• _Records shown_
+ + +

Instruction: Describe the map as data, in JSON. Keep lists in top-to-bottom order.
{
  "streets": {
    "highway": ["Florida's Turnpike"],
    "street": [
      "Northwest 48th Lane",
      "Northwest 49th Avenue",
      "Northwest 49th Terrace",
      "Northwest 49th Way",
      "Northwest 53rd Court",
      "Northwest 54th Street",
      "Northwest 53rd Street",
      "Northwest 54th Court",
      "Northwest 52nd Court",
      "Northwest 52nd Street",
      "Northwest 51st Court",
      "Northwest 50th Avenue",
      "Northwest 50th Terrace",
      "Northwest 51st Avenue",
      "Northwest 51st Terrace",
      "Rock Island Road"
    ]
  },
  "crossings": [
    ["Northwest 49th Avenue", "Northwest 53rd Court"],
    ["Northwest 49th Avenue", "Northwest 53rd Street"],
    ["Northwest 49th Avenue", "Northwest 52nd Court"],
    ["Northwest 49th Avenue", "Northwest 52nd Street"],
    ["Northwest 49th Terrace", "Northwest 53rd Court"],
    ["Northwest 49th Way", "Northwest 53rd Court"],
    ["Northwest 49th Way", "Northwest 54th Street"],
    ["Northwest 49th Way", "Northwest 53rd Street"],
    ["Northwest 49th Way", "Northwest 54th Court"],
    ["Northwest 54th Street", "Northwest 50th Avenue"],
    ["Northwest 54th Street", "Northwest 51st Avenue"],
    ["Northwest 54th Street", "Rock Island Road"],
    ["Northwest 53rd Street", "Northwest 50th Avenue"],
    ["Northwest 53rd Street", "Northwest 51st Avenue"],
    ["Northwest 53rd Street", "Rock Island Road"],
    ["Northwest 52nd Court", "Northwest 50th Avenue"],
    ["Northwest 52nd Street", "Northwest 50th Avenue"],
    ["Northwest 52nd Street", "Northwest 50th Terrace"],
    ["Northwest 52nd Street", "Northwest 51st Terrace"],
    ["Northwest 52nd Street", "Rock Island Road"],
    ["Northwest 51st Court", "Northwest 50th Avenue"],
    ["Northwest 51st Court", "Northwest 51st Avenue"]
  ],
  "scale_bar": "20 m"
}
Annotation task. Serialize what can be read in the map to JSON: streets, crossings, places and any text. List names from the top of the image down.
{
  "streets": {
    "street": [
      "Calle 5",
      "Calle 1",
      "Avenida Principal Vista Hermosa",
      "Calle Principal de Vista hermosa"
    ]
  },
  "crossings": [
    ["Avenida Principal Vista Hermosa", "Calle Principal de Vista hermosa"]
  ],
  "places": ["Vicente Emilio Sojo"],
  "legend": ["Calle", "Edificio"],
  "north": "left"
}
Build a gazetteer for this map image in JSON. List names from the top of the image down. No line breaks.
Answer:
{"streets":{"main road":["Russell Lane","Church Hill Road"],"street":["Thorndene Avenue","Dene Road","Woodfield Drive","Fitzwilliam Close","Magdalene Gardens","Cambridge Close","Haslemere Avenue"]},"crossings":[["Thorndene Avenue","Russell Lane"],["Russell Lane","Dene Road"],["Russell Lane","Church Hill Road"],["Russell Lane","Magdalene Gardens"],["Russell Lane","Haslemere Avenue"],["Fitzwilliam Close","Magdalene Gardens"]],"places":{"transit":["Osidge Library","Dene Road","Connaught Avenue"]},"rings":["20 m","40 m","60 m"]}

+ + +

• _Assigned task_
Copy each line of the records that contains the word "from".

• _Exercise answer_
Annotation task. Serialize what can be read in the map to JSON: streets, crossings, places and any text. List names from the top of the image down.
Build a gazetteer for this map image in JSON. List names from the top of the image down. No line breaks.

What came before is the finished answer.